Le nucléaire et ses déchets (3) : En avant pour Cigéo !


Les déchets ultimes du nucléaire : l’ampleur du problème

Comme toute activité, l’industrie nucléaire génère des déchets. L’Andra a mis en place des solutions de stockage définitif pour les déchets de très faible, faible et moyenne activité à vie courte, soit 90 % du volume de déchets radioactifs produits en France. Ces déchets, qui représentent une quantité réduite (de l’ordre de 2 kg par an et par personne), sont conditionnés et stockés en surface dans trois centres exploités par l’Andra. Ils seront surveillés durant toute la durée de la décroissance de leur radioactivité, comme c’est le cas du centre de stockage de la Manche aujourd’hui. Après, ben, ils sont plus radioactifs.

La filière nucléaire a développé des solutions technologiques permettant le recyclage des combustibles usés, dont 96 % sont valorisables (plutonium et uranium dits de retraitement). Actuellement, 10 % de l’électricité nucléaire française est produite à partir de matières recyclées (combustible MOX à base d’oxydes de plutonium et d’uranium appauvri). Ces solutions permettent de diviser par 5 le volume des déchets ultimes à vie longue, dits déchets MA-VL et HA-VL et surtout d’enlever le plutonium. Celui-ci est particulièrement intéressant comme combustible dans des réacteurs de 4ème génération, ou pour usage militaire (oui, la France est aussi une puissance nucléaire militaire, c’est un héritage de son histoire et de la volonté d’indépendance gaulliste  qui lui accorde une importance internationale au-delà de son importance économique). Par ailleurs, cela permet de diminuer considérablement la demi-vie radioactive des déchets retraités des 600.000 ans du plutonium à moins de 20.000 ans pour revenir à la radioactivité de l’uranium naturel.
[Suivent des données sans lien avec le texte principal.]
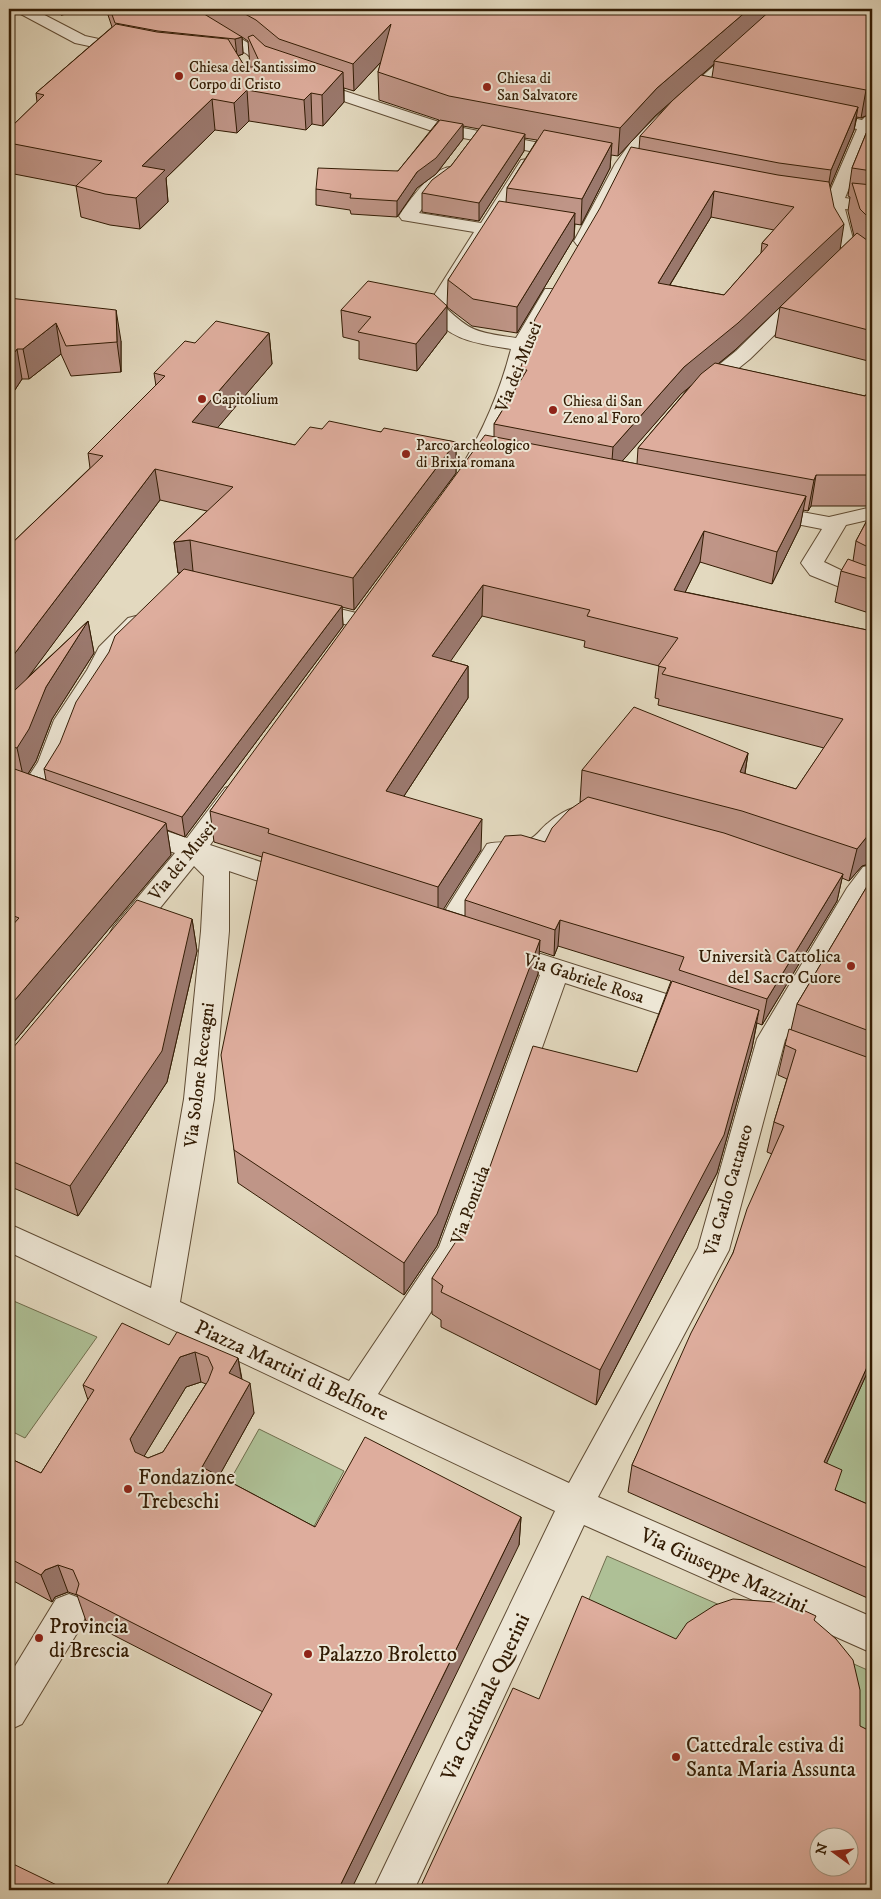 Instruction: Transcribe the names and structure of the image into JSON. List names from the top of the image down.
{
  "streets": {
    "street": [
      "Via dei Musei",
      "Via Gabriele Rosa",
      "Via Solone Reccagni",
      "Via Carlo Cattaneo",
      "Via Pontida",
      "Piazza Martiri di Belfiore",
      "Via Giuseppe Mazzini",
      "Via Cardinale Querini"
    ]
  },
  "crossings": [
    ["Via dei Musei", "Via Solone Reccagni"],
    ["Via Gabriele Rosa", "Via Pontida"],
    ["Via Solone Reccagni", "Piazza Martiri di Belfiore"],
    ["Via Carlo Cattaneo", "Piazza Martiri di Belfiore"],
    ["Via Carlo Cattaneo", "Via Giuseppe Mazzini"],
    ["Via Carlo Cattaneo", "Via Cardinale Querini"],
    ["Via Pontida", "Piazza Martiri di Belfiore"],
    ["Piazza Martiri di Belfiore", "Via Giuseppe Mazzini"],
    ["Piazza Martiri di Belfiore", "Via Cardinale Querini"],
    ["Via Giuseppe Mazzini", "Via Cardinale Querini"]
  ],
  "places": [
    "Chiesa del Santissimo Corpo di Cristo",
    "Chiesa di San Salvatore",
    "Capitolium",
    "Chiesa di San Zeno al Foro",
    "Parco archeologico di Brixia romana",
    "Università Cattolica del Sacro Cuore",
    "Fondazione Trebeschi",
    "Provincia di Brescia",
    "Palazzo Broletto",
    "Cattedrale estiva di Santa Maria Assunta"
  ],
  "north": "left"
}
Parlons ordre de grandeurs : ce savoir-faire unique de l’industrie française en matière de retraitement des déchets a pour résultat de générer un volume minimal de déchets de haute ou moyenne activité à vie longue (HA/MA-VL). Ils représentent 3% des déchets radioactifs  (mais 95% de la radioactivité, c’est l’intérêt du retraitement). Pour un ordre de grandeur, l’électricité consommée par une personne pendant 50 années génère un peu moins de 500 g de déchets à vie longue. Pour l’ensemble du parc nucléaire français depuis qu’il fonctionne, c’est l’équivalent d’une piscine olympique. Le tweetos Laydgeur, qui a l’art de générer des images illustrant magnifiquement les ordres de grandeur en a fait ça : l’ensemble des déchets à stocker définitivement générés depuis le début du fonctionnement du parc nucléaire français, c’est ce cube rouge placé sur le Vieux-Port (fictivement)



Admettons quand même que le problème ne parait pas démesuré….
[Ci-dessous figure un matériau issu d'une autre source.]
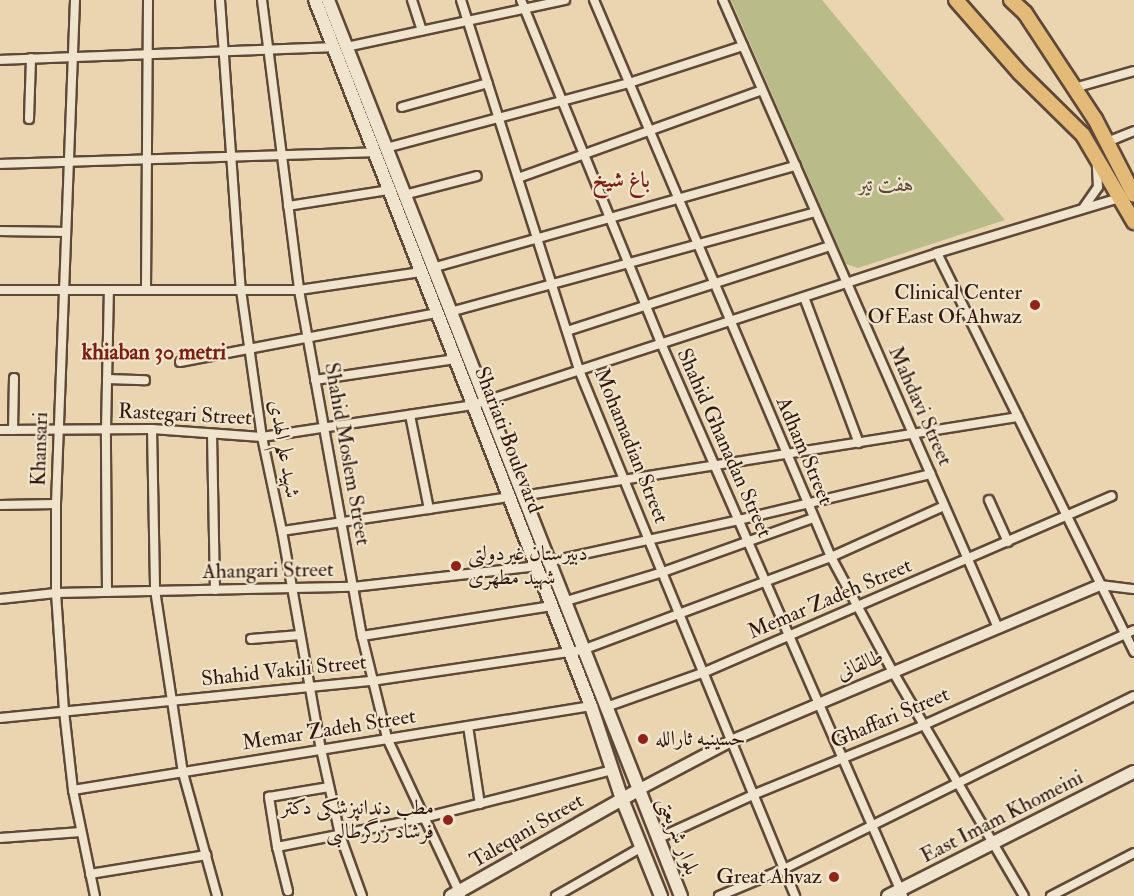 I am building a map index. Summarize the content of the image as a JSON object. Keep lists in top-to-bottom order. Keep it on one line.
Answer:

Et cette remarque encore ; le nucléaire ne contribue ni au réchauffement climatique, ni à la pollution de l’air (il n’émet ni particules fines, ni SOX, ni NOX). Les déchets qu’’il émet sont soigneusement déclarés, contrôlés et traités : les autorités de sureté et les exploitants savent où est le moindre mg d’uranium, de plutonium et autres actinium. Les déchets des fossiles, on sait aussi où ils sont : ils s’accumulent par tonnes dans nos poumons !

Le confinement des déchets : le stockage en couches géologiques profondes

Le but du confinement des déchets ultimes du nucléaire (haute ou moyenne activité à vie longue) est de faire en sorte qu’ils n’entrent pas en contact avec la biosphère (organismes vivants et leurs milieux de vie) avant d’avoir perdu leur toxicité radioactive. Ceci est réalisé par la mise en œuvre de nombreuses barrières  (colis, ouvrages, couverture, géologie) qui permettront de faire en sorte que ces déchets n’auront en conséquence aucun impact sanitaire.
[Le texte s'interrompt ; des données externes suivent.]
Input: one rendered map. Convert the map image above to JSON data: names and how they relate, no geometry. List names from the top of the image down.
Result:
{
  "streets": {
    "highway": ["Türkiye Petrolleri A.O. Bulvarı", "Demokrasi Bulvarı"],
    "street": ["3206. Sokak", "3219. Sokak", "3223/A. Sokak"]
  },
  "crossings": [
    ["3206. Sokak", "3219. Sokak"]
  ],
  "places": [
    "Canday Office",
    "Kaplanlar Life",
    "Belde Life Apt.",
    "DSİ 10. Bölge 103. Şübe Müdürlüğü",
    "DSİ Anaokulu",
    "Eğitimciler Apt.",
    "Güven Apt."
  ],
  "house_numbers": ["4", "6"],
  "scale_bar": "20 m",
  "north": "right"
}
Les déchets sont vitrifiés. On possède maintenant  un large recul sur cette solution imaginée dans les années 60 et validée par la France puis par l’ensemble de la Communauté internationale. Les verres alumino-borosilicatés ont été retenus comme le matériau de confinement des solutions de produits de fission, en raison de la souplesse de leur structure désordonnée qui permet de confiner de nombreux éléments chimiques. Les radionucléides participent à la structure du verre, il ne s’agit donc pas d’un simple enrobage, mais d’un confinement à l’échelle atomique extraordinairement efficace : ces verres sont thermiquement, chimiquement et radioactivement stables à l’échelle de 100.000 ans !!



Ils sont ensuite coulés dans des conteneurs en acier inoxydable pour manutention, transport et entreposage, et en prévision du stockage. Ces conteneurs ont une durée de vie supérieure à  10.000 ans et placés dans des matrices en béton.  Des contrôles seront mis en place : l’Andra refuserait tout colis qui présenterait des caractéristiques rédhibitoires pour la sûreté du stockage et son producteur devrait revoir son conditionnement. La question s’est posée pour des colis bitumineux peu nombreux pouvant dégager de l’hydrogène ; l’Andra  a fixé une limite stricte aux quantités d’hydrogène émises par chaque colis, évitant tout danger d’explosion.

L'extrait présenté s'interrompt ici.